Google's mobile operating system continues to perform well at retail, easily besting Apple, RIM, and every other smartphone OS maker in U.S. sales in the third quarter.

Don Reisinger
CNET contributor Don Reisinger is a technology columnist who has covered everything from HDTVs to computers to Flowbee Haircut Systems. Besides his work with CNET, Don's work has been featured in a variety of other publications including PC World and a host of Ziff-Davis publications.
Don Reisinger
2 min read

Google's Android operating system continues to outpace the competition in the U.S., market researchers Canalys and NPD Group have found.

According to Canalys, Google's Android platform was running on 43.6 percent of all the smartphones purchased in the United States in the third quarter. It was followed by Apple's iOS, which captured 26.2 percent market share, and Research In Motion's OS, which tallied 24.2 percent share. Microsoft's mobile OS held 3 percent market share in the quarter.

NPD reported similar results to Canalys.

NPD found that Android was running on 44 percent of smartphones bought during the third quarter, though it claims Apple's market share was 23 percent. RIM was just behind Apple with 22 percent market share, according to NPD. The market researcher asserts that Android's growth over the second quarter--about 11 percentage points--was stolen from "RIM, rather than Apple."

"The HTC Evo 4G, Motorola Droid X, and other new high-end Android devices have been gaining momentum at carriers that traditionally have been strong RIM distributors," NPD executive director Ross Rubin said today in a statement. "And the recent introduction of the BlackBerry Torch has done little to stem the tide."

As disappointing as it might be for Apple to see Google take the top spot in the mobile OS market, the company can find solace in the fact that the iPhone 4 was the best-selling mobile phone in the quarter, according to NPD. In fact, four of the five top-selling handsets were smartphones, NPD said.

The iPhone 4 was followed by RIM's BlackBerry Curve 8500 series and the LG Cosmos, which is a messaging phone not a smartphone. The Android-based Motorola Droid X and HTC Evo 4G rounded out the top five.

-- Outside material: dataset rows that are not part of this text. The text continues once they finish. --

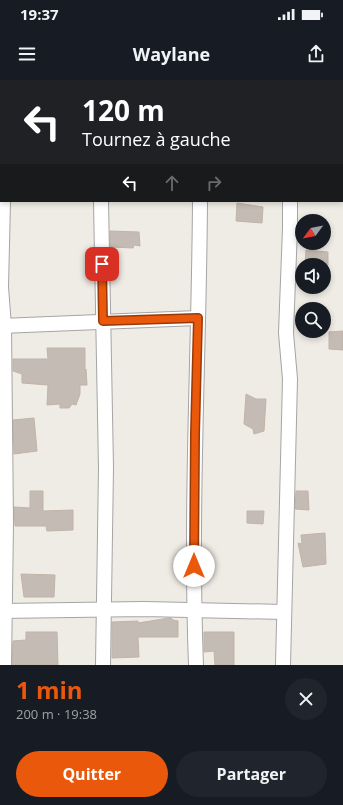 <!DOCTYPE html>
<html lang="fr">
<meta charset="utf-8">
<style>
:root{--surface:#171b24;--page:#20242c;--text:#f1f3f6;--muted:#9ea1a6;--accent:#ea580c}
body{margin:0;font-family:"Open Sans",sans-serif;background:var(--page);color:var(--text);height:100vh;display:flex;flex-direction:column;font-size:15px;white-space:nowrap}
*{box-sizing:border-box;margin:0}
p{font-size:13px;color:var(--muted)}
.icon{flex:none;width:22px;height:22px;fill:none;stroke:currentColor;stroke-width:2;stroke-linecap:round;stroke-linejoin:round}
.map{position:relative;height:585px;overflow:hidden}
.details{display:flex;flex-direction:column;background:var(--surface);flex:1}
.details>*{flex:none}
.hud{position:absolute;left:0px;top:0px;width:343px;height:122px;box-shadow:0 2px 6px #0003;background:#202124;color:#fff;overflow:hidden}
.needle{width:26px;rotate:238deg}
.fabs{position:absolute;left:295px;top:134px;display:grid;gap:8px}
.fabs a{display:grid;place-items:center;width:36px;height:36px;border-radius:50%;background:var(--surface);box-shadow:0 2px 6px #0003;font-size:20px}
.pin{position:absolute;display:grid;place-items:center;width:34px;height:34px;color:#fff;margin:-17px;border-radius:8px;box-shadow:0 2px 6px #0006}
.me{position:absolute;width:44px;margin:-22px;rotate:0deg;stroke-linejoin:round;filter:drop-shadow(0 0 3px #0008)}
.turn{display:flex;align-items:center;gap:14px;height:84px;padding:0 16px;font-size:18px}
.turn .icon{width:52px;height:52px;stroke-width:2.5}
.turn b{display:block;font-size:28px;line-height:34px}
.lanes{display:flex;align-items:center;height:38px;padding:0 16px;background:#0003;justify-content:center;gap:20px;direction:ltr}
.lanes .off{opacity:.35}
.round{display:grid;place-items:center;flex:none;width:42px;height:42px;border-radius:21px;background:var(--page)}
.head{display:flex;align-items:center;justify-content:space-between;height:68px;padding:0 16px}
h1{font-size:24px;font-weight:700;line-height:30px;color:var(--accent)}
.cta{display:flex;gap:8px;margin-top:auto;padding:8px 16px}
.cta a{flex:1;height:46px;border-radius:24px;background:var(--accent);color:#fff;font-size:16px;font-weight:700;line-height:46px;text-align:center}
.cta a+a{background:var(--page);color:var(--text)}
.status{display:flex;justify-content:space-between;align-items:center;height:28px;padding:0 20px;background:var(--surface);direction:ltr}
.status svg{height:11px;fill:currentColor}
header{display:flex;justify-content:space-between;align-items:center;height:52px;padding:0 16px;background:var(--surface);font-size:18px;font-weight:700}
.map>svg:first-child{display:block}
.building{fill:#c4bcb4;stroke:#c1b3a7}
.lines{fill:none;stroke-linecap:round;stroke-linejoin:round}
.minor-casing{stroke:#a5a5a5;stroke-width:16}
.minor{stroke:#fff;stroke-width:14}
.route-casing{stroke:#983908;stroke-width:10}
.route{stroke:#ea580c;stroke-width:7}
</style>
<div class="status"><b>19:37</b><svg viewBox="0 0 49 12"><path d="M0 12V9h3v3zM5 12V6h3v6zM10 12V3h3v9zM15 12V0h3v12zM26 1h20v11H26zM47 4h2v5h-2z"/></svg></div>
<header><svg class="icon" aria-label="menu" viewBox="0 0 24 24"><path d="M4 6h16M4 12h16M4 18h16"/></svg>Waylane<svg class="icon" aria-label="share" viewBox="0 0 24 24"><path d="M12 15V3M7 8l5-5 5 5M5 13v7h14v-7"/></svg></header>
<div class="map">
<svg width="343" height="585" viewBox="0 0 343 585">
<rect width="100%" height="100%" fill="#efece5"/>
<g class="building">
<polygon points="237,123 263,127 262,143 236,141"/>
<polygon points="110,151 139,152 140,166 134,165 133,168 110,167"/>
<polygon points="306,170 328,172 328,185 305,185"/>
<polygon points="343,251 343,270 329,269 329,252"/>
<polygon points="47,268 85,268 85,290 86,289 87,305 80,305 80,314 76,325 72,324 69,328 60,328 60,324 47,325 48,305 22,303 22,294 13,291 13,279 48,279"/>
<polygon points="246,314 256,319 266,319 264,351 254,354 253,349 244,344"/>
<polygon points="34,338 37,371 14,374 13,340"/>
<polygon points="30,411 43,411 43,431 73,430 73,450 47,451 46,446 15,446 14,427 30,428"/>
<polygon points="296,411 308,411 309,430 295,429"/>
<polygon points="247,431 264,431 263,444 247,443"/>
<polygon points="325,453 326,484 303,487 298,463 302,464 301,455"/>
<polygon points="21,494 55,495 54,517 24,517"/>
<polygon points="169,538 171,538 173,540 178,541 178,557 138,557 139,577 112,578 112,542 138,541 138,543"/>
<polygon points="26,552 57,552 58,585 12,585 13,561 26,560"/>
<polygon points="204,552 234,552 234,585 215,585 214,571 204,572"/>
</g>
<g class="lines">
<defs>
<g id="minor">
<polyline points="2,0 2,1"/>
<polyline points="105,0 105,1"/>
<polyline points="201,0 201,1"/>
<polyline points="290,1 290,0"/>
<polyline points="342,52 343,52"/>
<polyline points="3,121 1,207 4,246 6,444 4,585"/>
<polyline points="101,121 106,388 103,585"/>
<polyline points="0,246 198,238"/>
<polyline points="0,531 144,529 284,532"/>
<path d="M196 585C190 430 199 276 200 121"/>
<polyline points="283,585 290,299 286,253 290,148 290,121"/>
</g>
</defs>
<use href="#minor" class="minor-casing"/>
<use href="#minor" class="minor"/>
</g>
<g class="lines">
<defs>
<polyline id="route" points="102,184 103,241 198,238 195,354 194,486"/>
</defs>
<use href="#route" class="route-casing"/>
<use href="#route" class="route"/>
</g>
</svg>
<div class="fabs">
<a><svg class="needle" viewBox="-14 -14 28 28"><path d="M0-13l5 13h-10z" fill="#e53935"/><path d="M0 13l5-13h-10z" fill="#9ea1a6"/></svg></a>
<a><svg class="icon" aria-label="sound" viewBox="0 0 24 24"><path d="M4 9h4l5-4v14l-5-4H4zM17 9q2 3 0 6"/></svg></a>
<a><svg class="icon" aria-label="search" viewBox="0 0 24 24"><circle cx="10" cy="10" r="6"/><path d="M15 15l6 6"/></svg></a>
</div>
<div class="pin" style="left:102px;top:184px;background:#d93025"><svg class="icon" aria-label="arrive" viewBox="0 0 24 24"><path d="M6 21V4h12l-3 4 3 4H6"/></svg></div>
<svg class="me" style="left:194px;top:486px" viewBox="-20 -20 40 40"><circle r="19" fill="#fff"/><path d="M0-13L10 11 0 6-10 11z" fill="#ea580c"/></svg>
<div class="hud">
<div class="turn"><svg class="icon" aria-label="left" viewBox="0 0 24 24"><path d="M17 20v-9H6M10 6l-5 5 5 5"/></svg><div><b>120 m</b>Tournez à gauche</div></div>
<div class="lanes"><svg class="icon" aria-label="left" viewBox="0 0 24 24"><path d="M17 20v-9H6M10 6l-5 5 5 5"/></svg><svg class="icon off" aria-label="ahead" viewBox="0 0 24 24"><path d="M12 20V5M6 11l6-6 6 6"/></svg><svg class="icon off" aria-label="right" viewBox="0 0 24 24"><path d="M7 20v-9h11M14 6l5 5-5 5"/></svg></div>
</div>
</div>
<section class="details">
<div class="head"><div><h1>1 min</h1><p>200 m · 19:38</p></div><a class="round"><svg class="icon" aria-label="close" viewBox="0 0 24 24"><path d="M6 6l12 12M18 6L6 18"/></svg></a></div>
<div class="cta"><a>Quitter</a><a>Partager</a></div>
</section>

As popular as the iPhone has been, it's hard to see how Apple will be able to keep pace with Google. Canalys found that worldwide, Android was running on "more than 20 million units" sold during the third quarter. That figure represents a whopping 1,309 percent gain year over year, compared with the 1.4 million Android-based devices sold in the third quarter last year.

Android's strong third quarter follows a similarly blistering second quarter. During that period, Android was running on 33 percent of all smartphones sold in the U.S., NPD reported at the time. Android was followed by RIM and Apple with 28 percent and 22 percent of the market, respectively.

Going forward, many researchers believe Google's mobile OS will continue to see similar successes. Gartner said in September that it believes Android will own 29.6 percent of the worldwide mobile market by 2014, trailing only Symbian with 30.2 percent share. In a similar report, IDC said it expects Symbian to have 32.9 percent worldwide market share in 2014, while Android will have 24.6 percent share. RIM and Apple would own 17.3 percent and 10.9 percent of the worldwide market, respectively.